Dataset entries:
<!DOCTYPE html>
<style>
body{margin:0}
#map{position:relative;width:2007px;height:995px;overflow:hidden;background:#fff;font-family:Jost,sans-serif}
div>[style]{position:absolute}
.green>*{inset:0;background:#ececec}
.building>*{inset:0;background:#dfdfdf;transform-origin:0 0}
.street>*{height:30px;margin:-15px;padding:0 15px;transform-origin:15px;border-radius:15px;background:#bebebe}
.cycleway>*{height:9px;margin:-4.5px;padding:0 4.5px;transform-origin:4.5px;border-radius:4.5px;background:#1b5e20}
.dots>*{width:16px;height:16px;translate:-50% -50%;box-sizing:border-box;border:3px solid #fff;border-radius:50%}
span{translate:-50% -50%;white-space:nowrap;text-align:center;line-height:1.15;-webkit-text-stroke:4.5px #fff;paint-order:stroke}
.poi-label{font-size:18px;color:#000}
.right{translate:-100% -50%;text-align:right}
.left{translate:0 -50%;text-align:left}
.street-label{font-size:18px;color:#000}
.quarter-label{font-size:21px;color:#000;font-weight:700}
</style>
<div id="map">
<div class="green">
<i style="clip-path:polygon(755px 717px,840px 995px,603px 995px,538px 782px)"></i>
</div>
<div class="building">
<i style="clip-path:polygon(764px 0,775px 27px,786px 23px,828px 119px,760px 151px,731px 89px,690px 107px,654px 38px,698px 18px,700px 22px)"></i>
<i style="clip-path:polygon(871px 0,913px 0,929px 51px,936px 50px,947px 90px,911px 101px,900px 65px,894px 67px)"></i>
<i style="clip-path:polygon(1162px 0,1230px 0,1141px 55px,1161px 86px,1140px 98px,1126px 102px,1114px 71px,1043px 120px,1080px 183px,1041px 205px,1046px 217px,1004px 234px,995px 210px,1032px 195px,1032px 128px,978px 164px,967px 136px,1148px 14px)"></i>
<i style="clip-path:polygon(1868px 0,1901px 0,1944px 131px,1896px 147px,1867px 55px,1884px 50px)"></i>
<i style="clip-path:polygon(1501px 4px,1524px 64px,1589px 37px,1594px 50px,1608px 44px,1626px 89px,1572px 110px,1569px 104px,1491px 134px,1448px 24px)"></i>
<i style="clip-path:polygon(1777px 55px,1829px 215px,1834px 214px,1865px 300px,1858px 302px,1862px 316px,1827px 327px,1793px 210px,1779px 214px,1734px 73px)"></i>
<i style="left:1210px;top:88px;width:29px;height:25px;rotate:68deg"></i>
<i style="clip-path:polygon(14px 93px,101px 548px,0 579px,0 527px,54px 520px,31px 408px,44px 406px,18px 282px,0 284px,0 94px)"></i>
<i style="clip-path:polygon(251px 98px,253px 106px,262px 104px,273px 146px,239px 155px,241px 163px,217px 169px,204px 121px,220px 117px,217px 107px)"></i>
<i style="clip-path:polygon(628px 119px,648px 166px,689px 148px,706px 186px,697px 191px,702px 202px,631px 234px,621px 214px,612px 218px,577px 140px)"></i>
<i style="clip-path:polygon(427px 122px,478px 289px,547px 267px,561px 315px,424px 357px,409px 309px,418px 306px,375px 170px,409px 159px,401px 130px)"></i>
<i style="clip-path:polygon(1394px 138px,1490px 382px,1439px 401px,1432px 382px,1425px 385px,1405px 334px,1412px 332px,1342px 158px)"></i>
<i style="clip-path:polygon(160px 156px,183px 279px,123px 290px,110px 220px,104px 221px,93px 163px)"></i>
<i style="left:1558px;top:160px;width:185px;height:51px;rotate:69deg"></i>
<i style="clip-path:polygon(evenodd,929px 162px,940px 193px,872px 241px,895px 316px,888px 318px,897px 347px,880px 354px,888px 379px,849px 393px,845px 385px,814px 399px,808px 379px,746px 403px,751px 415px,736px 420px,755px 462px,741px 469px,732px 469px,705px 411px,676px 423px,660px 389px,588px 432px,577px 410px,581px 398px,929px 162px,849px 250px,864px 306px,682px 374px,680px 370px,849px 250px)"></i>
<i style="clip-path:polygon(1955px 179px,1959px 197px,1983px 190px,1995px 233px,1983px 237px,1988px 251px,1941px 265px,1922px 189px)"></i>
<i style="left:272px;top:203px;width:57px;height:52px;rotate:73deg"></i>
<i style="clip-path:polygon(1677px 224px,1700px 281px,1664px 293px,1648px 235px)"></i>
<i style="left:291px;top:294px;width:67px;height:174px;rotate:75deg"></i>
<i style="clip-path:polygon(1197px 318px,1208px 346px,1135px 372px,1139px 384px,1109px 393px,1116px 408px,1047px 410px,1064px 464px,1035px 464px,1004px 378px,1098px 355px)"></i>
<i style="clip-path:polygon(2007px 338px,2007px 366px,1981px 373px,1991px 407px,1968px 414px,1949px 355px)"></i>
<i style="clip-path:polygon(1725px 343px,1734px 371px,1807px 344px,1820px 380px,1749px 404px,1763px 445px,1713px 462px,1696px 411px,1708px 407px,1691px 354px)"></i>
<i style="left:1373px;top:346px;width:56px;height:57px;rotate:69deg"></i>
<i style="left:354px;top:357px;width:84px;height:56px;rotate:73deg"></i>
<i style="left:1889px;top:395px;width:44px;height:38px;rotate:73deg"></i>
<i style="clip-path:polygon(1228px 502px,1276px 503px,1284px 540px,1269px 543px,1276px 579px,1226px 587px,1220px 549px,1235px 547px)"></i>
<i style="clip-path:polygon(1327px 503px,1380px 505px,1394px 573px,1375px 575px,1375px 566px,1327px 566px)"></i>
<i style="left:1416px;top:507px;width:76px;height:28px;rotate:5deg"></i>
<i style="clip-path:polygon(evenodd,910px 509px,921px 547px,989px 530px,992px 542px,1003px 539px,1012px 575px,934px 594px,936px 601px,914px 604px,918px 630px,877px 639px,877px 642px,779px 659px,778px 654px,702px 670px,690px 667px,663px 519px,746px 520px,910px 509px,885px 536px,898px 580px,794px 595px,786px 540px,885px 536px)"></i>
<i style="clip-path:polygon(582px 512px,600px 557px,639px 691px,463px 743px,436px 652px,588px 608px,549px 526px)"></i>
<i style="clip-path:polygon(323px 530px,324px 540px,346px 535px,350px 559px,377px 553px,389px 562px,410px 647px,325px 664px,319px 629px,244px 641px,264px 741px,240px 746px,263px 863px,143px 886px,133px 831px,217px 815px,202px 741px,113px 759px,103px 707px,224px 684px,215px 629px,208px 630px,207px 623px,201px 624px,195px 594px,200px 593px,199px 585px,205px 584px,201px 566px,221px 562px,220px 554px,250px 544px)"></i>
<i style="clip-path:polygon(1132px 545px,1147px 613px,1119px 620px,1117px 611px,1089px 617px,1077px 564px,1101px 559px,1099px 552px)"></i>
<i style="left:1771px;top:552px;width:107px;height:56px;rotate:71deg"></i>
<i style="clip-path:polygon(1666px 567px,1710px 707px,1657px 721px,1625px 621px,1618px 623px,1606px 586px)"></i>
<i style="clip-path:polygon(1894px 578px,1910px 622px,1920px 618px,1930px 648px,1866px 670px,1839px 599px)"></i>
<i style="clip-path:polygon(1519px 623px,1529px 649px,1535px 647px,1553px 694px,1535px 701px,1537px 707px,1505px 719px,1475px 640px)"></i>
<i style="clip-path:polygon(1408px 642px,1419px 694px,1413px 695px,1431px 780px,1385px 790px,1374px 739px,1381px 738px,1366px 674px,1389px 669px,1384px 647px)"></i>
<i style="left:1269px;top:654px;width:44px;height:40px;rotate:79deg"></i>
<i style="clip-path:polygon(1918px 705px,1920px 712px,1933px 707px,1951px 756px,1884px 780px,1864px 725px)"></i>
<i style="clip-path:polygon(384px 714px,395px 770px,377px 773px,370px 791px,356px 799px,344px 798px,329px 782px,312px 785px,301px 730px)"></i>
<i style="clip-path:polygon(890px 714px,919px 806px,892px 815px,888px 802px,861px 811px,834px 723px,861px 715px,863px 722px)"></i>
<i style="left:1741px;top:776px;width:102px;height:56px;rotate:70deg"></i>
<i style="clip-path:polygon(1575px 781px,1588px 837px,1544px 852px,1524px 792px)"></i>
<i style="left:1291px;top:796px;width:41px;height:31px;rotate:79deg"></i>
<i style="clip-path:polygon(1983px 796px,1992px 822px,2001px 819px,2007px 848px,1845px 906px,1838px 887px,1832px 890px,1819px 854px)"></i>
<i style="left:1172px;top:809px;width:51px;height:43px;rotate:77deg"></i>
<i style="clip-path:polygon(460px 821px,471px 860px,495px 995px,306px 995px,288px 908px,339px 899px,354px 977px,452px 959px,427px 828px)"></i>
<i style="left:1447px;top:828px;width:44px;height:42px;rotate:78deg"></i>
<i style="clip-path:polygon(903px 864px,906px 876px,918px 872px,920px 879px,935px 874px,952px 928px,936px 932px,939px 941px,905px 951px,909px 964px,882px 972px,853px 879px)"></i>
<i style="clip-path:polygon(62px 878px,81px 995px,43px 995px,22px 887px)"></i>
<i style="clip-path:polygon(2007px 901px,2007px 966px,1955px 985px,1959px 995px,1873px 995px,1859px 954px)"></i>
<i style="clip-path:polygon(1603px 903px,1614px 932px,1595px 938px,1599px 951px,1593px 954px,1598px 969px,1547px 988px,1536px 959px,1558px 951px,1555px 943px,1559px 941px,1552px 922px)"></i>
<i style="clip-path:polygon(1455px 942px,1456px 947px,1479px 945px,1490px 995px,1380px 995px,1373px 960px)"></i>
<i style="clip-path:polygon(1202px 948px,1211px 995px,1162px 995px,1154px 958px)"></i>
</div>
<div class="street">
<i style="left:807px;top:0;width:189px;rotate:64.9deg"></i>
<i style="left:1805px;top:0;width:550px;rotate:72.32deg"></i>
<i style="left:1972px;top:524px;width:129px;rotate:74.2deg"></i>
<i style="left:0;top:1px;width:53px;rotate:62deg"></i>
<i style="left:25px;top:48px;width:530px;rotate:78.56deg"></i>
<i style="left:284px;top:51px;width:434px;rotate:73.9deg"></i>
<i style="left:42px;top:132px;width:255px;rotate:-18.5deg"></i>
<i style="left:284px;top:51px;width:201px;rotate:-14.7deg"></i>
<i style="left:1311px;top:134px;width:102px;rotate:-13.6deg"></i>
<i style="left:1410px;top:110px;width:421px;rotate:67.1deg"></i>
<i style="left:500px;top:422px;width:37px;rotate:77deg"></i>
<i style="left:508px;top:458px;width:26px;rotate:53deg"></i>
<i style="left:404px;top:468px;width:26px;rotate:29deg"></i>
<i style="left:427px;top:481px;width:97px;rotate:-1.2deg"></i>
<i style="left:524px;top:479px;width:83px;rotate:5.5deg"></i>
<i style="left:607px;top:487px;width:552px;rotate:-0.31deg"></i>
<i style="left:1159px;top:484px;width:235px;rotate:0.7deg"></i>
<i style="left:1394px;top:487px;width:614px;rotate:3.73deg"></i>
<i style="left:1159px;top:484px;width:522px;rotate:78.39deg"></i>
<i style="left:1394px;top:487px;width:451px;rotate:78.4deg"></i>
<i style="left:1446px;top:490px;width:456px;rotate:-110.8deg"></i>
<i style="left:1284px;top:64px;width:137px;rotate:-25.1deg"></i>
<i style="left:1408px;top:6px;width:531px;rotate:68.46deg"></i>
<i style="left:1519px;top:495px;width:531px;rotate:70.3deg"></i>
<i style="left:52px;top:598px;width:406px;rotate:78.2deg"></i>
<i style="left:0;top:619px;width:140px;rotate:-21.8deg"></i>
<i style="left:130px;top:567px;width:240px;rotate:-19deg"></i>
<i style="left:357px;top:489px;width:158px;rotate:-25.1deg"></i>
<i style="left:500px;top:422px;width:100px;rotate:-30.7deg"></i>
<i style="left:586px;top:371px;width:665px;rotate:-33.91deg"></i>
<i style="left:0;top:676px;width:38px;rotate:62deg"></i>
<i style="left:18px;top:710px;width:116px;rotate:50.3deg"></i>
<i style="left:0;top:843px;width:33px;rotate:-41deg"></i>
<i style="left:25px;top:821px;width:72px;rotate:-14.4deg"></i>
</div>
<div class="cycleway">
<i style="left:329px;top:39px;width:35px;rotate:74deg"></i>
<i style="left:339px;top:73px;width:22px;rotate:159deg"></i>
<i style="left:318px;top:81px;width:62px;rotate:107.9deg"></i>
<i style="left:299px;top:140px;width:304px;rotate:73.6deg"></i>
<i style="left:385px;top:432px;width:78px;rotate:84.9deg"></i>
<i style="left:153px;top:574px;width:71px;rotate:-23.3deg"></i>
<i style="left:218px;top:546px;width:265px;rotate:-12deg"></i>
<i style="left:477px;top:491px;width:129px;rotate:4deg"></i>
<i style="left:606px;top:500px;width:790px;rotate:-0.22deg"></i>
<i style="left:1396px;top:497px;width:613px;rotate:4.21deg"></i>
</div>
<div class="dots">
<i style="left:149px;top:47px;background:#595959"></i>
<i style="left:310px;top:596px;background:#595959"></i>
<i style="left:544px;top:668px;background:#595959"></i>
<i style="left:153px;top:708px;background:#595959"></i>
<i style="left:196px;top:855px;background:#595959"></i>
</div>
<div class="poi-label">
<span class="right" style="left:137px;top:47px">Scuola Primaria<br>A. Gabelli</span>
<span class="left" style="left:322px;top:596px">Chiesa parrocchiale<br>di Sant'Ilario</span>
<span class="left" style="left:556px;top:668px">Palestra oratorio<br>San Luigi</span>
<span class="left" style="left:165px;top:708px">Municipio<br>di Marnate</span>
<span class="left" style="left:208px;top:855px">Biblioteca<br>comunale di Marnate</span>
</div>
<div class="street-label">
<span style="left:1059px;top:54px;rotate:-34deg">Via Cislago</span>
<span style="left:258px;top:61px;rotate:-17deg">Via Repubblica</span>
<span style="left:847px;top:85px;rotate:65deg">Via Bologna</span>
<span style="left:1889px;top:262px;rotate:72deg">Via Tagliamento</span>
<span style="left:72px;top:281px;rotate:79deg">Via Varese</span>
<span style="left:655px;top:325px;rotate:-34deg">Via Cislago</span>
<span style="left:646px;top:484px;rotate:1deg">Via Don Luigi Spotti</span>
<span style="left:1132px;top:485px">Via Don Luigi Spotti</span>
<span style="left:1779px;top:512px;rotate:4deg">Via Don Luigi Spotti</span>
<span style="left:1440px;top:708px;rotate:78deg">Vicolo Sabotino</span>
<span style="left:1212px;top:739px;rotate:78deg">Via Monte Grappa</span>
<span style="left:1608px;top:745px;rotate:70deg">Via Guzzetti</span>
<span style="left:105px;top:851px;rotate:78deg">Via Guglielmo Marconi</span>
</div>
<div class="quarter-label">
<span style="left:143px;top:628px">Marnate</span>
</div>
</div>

==

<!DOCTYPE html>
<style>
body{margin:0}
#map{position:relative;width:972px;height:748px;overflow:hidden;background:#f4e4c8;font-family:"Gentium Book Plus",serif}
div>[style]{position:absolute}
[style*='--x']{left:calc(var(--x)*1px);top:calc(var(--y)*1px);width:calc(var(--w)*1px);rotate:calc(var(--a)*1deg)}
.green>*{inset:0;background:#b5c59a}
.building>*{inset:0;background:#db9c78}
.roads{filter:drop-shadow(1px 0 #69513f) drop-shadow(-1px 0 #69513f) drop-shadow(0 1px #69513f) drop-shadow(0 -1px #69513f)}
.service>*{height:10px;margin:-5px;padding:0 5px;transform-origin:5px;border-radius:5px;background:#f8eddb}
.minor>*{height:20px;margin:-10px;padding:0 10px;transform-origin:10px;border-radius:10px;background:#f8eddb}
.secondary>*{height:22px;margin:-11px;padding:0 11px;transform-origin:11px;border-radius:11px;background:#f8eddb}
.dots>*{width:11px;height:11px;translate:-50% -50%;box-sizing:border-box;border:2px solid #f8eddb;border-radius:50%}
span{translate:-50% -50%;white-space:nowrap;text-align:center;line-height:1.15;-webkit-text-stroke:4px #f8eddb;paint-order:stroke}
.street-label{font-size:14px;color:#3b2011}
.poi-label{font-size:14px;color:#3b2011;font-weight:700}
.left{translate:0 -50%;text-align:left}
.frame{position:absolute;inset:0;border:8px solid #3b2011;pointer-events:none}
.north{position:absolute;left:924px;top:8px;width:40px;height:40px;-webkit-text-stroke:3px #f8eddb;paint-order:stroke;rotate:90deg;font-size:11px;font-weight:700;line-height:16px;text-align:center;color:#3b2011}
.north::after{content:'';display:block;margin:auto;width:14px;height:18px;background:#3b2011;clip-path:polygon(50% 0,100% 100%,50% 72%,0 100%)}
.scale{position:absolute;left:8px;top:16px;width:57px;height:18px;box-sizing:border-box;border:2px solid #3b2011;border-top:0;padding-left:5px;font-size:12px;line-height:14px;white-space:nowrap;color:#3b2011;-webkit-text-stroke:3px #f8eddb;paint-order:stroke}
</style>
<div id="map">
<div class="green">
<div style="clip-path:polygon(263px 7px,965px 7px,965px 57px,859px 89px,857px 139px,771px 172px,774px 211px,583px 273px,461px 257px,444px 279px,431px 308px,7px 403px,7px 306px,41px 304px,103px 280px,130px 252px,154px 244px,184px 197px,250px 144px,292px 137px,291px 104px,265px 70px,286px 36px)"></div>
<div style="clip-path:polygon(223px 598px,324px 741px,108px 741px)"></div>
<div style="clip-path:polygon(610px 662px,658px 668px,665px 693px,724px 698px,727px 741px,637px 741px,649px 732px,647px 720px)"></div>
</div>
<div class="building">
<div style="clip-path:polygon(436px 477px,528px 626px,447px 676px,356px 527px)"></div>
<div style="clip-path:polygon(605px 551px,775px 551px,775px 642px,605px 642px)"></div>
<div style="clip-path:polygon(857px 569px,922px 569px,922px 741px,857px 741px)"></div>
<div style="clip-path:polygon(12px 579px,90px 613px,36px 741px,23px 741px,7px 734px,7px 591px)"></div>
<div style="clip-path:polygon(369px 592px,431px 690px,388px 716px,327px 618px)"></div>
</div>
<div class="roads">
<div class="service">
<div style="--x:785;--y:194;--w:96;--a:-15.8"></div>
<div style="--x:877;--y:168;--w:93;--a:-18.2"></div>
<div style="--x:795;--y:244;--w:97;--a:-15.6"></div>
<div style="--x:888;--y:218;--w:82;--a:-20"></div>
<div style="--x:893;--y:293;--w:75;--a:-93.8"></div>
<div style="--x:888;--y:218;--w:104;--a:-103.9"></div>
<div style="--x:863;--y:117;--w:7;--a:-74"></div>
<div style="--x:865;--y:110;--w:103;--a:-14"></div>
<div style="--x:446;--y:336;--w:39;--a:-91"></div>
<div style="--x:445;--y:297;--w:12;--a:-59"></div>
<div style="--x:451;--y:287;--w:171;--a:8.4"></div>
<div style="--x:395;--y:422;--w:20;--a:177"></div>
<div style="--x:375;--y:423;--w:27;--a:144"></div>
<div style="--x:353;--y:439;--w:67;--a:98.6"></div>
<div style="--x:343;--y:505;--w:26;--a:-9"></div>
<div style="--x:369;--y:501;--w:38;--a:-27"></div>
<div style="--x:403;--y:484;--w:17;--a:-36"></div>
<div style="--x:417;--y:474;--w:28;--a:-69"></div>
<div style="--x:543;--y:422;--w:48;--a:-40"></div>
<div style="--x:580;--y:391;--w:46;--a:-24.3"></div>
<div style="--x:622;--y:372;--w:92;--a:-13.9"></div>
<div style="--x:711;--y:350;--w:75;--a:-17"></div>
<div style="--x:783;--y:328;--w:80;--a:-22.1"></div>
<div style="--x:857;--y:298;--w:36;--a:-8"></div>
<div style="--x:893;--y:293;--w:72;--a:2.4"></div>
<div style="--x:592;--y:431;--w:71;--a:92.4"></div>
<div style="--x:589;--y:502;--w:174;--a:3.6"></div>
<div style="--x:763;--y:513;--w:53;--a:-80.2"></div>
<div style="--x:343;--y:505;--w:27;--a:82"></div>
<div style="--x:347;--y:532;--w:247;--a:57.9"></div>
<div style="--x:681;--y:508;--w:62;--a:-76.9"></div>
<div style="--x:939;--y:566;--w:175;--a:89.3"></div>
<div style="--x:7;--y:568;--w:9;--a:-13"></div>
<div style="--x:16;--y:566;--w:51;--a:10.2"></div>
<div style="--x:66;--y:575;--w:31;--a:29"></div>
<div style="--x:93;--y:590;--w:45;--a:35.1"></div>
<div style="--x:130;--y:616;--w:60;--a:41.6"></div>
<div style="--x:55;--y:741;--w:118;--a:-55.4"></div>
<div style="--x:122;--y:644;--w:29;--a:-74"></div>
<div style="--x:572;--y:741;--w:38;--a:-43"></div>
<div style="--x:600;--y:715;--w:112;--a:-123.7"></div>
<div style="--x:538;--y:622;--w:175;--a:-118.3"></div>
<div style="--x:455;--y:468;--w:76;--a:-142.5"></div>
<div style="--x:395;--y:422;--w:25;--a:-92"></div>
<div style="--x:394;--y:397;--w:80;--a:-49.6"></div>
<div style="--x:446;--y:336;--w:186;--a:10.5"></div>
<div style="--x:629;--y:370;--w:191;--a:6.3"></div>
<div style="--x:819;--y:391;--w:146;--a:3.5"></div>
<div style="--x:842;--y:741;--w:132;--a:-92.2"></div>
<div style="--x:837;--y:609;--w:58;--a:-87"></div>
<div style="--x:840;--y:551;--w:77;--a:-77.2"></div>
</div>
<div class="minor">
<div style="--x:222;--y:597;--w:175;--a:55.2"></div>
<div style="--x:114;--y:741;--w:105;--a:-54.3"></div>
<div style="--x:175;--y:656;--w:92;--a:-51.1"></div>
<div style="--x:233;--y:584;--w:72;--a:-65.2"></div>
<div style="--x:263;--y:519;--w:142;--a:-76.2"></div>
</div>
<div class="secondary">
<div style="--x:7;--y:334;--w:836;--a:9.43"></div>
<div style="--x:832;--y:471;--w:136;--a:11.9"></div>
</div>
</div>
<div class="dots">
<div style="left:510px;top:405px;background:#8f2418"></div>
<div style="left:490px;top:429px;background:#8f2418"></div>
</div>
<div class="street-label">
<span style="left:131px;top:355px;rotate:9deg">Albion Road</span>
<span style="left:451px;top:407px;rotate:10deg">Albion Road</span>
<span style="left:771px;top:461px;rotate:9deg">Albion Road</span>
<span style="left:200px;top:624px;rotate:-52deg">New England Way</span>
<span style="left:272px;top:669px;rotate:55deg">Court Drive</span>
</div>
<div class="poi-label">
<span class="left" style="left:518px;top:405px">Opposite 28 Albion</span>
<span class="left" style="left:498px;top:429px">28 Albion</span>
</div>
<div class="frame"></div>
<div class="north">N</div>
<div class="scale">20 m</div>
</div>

To do: Each line of the data above that contains "family" counts once; report the total alone.

Exercise result: 2